= About this exercise =
Scan the records below for the line with "M9,43L431,447L670,670" and the line with "2 * Math.PI);". Repeat those two lines and every line between them exactly, and nothing else.

= Dataset entries =

****************************************

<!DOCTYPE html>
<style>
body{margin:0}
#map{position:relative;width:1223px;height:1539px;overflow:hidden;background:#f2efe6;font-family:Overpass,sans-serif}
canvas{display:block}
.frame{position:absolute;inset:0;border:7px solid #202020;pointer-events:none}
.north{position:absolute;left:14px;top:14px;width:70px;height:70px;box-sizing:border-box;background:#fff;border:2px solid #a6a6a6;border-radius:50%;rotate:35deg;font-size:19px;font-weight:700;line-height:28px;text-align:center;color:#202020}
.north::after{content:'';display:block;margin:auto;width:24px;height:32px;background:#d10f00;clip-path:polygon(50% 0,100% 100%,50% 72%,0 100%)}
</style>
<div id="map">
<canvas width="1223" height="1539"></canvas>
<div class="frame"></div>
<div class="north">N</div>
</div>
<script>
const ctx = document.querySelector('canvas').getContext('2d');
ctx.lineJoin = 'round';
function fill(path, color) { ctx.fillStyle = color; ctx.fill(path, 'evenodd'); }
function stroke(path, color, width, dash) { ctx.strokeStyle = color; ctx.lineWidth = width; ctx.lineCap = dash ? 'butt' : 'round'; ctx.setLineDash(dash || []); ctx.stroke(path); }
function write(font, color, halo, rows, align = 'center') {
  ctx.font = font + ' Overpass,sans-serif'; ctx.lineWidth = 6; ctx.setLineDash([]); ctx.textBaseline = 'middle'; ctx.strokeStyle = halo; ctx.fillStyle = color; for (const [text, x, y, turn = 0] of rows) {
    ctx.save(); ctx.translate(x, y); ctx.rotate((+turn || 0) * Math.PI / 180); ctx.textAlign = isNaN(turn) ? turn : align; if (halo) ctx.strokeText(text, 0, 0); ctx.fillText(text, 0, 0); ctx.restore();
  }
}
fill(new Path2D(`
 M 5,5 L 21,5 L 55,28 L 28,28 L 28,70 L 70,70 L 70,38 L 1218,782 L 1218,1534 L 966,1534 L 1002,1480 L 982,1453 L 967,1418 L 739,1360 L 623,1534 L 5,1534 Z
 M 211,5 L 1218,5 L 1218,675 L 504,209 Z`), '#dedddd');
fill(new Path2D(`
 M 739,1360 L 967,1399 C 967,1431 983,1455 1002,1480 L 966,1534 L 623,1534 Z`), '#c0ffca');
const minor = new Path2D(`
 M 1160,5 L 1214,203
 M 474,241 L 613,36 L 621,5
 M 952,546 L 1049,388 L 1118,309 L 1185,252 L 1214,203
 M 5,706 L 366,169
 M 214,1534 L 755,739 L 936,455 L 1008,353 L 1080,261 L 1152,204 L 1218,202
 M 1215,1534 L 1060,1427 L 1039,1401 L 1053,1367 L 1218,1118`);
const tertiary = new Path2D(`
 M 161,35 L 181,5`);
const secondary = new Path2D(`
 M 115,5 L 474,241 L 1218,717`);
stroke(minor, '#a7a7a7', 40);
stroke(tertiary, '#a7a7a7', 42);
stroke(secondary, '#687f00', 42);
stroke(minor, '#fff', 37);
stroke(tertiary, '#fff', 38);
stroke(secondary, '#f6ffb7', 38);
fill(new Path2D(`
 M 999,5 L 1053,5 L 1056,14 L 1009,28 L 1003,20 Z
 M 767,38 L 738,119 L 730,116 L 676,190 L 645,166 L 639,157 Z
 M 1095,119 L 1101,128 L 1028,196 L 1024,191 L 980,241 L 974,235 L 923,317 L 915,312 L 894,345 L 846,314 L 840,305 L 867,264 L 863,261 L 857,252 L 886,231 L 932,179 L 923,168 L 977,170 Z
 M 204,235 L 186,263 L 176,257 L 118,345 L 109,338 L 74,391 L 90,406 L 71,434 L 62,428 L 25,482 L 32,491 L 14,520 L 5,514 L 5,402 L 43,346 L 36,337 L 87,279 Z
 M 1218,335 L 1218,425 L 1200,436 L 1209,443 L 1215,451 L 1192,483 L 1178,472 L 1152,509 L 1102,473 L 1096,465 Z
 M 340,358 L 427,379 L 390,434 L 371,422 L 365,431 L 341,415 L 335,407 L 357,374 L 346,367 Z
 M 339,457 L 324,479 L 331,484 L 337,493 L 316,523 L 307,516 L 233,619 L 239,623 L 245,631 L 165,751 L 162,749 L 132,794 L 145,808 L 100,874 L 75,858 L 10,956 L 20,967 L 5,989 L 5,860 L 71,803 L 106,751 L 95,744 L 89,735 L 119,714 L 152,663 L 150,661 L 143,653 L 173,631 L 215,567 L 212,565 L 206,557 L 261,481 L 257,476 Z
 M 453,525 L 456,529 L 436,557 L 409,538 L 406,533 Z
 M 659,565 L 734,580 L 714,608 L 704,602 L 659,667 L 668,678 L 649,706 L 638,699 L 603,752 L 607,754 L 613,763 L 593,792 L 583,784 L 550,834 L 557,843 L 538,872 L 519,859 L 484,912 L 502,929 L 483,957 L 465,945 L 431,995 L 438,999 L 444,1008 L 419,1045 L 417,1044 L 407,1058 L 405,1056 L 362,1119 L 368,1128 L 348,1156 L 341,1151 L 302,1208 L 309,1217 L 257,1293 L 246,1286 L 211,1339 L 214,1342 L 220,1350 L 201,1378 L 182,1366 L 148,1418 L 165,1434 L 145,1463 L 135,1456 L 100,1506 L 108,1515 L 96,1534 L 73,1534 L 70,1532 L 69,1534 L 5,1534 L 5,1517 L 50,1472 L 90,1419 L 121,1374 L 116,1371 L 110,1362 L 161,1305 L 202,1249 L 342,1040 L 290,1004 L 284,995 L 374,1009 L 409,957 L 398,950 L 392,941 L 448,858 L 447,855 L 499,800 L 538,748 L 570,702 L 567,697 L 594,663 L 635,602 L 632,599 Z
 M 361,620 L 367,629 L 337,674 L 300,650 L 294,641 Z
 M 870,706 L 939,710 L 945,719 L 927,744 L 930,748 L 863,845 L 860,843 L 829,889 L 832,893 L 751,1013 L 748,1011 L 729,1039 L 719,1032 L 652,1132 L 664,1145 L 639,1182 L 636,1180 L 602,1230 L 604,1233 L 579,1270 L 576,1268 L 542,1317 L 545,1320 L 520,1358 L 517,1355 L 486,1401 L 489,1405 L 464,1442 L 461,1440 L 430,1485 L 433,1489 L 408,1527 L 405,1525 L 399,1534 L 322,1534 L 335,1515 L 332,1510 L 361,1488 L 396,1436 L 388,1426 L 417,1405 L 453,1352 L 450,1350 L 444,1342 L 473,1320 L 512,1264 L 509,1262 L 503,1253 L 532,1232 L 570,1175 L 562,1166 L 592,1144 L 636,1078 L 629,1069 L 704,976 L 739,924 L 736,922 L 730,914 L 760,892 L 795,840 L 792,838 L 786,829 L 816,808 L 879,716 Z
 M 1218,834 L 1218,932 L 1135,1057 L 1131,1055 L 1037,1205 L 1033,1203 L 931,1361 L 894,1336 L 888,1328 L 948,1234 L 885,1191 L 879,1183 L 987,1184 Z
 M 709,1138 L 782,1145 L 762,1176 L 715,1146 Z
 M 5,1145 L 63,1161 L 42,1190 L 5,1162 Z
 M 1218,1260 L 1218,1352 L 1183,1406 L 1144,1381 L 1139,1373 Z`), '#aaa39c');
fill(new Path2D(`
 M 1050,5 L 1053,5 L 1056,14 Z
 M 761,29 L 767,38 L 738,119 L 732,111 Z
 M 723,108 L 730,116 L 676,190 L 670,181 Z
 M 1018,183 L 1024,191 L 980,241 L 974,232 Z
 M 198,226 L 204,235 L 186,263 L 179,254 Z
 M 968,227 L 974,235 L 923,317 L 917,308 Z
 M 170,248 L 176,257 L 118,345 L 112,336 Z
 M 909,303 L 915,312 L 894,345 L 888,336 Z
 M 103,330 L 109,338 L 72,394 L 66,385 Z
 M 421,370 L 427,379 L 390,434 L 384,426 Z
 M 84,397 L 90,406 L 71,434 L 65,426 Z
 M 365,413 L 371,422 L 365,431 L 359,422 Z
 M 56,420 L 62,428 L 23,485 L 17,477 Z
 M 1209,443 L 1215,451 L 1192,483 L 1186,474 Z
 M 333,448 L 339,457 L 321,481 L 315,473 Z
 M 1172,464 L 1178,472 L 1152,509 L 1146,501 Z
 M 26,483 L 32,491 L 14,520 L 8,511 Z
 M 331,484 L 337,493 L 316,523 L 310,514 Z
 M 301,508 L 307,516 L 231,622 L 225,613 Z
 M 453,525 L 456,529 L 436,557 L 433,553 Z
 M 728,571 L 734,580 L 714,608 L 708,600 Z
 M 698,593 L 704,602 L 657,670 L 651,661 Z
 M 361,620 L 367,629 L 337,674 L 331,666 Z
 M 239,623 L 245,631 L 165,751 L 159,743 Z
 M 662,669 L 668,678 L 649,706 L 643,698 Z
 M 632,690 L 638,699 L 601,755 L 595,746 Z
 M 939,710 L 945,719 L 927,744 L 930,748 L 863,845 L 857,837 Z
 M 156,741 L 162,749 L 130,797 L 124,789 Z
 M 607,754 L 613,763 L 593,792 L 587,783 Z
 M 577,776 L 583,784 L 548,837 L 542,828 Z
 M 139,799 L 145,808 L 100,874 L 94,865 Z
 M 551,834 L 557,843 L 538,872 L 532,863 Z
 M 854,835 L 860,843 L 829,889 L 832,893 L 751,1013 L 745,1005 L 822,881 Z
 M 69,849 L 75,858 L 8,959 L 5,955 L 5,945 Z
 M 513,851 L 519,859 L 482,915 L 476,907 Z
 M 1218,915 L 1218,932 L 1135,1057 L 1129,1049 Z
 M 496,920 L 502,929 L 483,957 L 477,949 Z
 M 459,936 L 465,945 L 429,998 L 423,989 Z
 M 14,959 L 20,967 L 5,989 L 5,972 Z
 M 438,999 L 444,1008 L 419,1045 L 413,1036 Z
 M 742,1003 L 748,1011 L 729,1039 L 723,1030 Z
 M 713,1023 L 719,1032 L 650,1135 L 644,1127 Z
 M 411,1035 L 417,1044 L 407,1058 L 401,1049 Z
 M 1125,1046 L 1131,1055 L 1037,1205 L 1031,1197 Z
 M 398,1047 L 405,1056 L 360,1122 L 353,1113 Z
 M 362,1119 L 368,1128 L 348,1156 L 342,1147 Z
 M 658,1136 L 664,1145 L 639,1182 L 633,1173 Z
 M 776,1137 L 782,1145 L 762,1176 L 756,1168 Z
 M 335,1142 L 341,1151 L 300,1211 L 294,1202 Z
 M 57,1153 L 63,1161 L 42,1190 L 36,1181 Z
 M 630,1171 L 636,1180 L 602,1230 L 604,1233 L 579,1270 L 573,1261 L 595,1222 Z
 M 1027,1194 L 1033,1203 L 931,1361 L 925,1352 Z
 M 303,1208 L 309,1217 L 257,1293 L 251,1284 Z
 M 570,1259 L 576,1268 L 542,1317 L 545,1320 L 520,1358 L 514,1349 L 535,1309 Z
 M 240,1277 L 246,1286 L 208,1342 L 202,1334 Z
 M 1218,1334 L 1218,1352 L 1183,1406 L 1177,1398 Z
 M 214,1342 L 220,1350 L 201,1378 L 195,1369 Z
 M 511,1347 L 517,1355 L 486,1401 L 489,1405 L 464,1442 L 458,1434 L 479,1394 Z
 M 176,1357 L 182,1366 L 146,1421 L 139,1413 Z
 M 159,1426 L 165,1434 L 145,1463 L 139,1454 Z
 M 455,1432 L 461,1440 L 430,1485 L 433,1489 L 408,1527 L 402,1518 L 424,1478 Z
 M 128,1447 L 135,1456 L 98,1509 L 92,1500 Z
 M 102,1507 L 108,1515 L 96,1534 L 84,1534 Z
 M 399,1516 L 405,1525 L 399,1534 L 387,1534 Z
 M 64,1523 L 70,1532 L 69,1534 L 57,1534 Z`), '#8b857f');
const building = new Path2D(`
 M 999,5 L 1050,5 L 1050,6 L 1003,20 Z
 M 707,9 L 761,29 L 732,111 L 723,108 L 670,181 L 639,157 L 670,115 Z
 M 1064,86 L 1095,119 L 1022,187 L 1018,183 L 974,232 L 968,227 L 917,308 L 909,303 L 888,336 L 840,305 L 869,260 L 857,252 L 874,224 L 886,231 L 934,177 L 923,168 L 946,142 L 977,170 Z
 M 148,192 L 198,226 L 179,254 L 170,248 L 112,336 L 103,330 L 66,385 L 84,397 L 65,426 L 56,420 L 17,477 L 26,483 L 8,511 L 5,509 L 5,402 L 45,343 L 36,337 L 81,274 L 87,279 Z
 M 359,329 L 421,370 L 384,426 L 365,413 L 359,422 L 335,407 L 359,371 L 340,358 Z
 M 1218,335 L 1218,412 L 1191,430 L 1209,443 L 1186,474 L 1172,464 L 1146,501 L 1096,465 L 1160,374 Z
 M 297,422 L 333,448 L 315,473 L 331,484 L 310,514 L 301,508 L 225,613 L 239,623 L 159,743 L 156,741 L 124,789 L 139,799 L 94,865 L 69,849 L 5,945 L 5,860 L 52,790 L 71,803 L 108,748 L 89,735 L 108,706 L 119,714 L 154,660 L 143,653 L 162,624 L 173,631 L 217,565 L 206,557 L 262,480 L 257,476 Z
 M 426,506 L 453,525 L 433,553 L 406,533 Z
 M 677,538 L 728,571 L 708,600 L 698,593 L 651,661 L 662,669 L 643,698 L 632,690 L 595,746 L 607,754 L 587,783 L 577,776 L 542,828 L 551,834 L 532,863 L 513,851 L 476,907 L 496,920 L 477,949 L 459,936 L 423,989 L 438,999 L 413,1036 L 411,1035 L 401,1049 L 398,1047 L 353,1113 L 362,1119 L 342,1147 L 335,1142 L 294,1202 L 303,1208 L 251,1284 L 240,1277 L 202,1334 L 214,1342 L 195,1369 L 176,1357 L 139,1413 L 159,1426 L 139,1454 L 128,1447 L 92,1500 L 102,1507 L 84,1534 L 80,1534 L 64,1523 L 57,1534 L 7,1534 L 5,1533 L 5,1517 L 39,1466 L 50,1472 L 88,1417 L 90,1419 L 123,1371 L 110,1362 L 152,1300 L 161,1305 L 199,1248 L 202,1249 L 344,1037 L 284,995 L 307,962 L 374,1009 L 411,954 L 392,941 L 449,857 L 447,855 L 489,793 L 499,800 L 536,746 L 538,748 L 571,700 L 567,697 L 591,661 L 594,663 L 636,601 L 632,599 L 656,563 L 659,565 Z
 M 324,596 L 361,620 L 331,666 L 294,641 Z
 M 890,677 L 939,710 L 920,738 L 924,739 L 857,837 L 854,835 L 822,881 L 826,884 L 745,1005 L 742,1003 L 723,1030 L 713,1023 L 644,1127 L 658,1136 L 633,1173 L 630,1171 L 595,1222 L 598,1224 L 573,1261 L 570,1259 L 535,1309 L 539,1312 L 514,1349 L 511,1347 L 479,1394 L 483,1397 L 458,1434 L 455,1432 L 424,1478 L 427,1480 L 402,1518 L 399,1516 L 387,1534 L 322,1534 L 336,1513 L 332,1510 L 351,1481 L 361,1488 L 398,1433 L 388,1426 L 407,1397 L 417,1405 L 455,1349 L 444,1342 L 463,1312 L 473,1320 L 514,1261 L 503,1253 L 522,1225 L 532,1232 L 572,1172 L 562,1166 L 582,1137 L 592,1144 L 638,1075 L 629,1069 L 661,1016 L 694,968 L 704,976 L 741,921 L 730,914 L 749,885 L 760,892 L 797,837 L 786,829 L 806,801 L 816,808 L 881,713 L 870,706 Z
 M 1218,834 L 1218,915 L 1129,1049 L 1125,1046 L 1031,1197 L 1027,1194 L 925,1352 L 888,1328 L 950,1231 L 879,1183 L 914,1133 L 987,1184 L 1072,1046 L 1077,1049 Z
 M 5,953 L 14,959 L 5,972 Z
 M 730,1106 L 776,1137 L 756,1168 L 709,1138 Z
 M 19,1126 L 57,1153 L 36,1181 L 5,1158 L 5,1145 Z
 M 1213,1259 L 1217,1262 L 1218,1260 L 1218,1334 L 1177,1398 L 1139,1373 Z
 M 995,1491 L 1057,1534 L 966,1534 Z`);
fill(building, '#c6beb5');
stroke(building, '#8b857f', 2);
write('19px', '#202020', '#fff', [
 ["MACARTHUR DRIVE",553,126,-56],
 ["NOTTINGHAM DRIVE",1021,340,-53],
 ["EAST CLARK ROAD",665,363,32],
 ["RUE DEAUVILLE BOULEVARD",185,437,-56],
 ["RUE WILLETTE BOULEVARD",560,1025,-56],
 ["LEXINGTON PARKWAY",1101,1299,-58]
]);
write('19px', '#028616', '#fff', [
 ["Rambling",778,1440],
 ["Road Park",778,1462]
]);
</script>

****************************************

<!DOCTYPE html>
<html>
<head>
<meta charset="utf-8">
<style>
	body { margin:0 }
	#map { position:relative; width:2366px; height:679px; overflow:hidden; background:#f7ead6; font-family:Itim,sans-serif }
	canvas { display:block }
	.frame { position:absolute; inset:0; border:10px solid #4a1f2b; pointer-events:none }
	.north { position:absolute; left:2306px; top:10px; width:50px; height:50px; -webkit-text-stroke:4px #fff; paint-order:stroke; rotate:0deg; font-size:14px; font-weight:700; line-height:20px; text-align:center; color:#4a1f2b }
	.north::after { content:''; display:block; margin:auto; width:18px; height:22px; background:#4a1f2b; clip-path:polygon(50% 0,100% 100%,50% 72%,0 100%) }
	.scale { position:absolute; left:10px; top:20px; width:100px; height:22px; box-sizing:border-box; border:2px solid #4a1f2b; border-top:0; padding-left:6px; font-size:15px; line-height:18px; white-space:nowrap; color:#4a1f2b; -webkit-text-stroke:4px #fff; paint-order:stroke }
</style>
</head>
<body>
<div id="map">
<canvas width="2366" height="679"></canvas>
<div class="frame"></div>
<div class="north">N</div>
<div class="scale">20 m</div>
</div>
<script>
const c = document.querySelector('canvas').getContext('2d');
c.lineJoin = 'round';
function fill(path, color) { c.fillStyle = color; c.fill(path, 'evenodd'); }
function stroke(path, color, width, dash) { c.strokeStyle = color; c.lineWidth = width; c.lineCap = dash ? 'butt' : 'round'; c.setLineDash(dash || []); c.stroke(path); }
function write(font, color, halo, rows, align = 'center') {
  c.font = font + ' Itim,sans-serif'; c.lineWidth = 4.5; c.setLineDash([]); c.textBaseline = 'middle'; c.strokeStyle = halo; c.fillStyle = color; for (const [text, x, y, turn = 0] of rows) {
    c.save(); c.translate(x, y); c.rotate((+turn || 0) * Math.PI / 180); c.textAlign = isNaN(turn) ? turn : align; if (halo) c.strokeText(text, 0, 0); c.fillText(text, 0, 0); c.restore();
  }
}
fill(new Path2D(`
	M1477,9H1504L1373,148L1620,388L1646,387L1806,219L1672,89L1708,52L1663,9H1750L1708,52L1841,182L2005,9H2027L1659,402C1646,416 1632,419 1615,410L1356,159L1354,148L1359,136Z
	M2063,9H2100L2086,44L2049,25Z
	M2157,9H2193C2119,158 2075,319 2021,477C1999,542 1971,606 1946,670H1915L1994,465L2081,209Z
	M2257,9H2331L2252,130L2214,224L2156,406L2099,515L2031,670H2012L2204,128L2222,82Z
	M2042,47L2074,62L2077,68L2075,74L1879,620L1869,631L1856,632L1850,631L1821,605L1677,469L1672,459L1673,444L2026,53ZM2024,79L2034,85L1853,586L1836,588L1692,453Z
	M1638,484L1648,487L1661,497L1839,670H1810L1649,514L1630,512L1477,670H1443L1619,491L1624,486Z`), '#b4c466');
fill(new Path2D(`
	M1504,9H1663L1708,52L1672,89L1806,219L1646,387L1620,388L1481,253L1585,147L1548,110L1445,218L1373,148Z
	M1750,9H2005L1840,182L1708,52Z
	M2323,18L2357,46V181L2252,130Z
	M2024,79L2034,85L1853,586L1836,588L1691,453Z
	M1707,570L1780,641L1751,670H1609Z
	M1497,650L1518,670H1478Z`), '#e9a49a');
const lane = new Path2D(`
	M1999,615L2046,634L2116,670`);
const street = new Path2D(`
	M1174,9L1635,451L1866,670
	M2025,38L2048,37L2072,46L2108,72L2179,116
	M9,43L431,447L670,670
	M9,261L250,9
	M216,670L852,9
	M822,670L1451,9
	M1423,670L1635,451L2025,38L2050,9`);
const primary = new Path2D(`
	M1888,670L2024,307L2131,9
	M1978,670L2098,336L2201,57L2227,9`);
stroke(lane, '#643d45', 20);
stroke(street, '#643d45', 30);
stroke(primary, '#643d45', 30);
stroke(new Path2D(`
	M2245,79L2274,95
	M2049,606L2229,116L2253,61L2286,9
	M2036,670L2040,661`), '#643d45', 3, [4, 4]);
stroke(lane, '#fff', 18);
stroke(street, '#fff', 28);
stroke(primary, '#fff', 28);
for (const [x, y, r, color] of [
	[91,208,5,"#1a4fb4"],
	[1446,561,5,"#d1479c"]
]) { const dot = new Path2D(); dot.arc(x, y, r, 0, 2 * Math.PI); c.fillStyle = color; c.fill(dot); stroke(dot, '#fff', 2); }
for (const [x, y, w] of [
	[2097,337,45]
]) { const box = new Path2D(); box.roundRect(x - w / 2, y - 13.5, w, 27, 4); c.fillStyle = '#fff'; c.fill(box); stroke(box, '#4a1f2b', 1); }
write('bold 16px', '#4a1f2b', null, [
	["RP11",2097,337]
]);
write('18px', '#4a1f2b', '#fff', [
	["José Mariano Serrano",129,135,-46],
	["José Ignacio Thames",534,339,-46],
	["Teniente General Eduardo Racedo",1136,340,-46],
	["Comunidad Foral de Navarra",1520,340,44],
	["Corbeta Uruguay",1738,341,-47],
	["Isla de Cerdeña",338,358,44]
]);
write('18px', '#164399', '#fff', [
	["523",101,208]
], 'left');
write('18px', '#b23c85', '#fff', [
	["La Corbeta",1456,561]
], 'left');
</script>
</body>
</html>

****************************************

= Solution to this problem =
	M9,43L431,447L670,670
	M9,261L250,9
	M216,670L852,9
	M822,670L1451,9
	M1423,670L1635,451L2025,38L2050,9`);
const primary = new Path2D(`
	M1888,670L2024,307L2131,9
	M1978,670L2098,336L2201,57L2227,9`);
stroke(lane, '#643d45', 20);
stroke(street, '#643d45', 30);
stroke(primary, '#643d45', 30);
stroke(new Path2D(`
	M2245,79L2274,95
	M2049,606L2229,116L2253,61L2286,9
	M2036,670L2040,661`), '#643d45', 3, [4, 4]);
stroke(lane, '#fff', 18);
stroke(street, '#fff', 28);
stroke(primary, '#fff', 28);
for (const [x, y, r, color] of [
	[91,208,5,"#1a4fb4"],
	[1446,561,5,"#d1479c"]
]) { const dot = new Path2D(); dot.arc(x, y, r, 0, 2 * Math.PI); c.fillStyle = color; c.fill(dot); stroke(dot, '#fff', 2); }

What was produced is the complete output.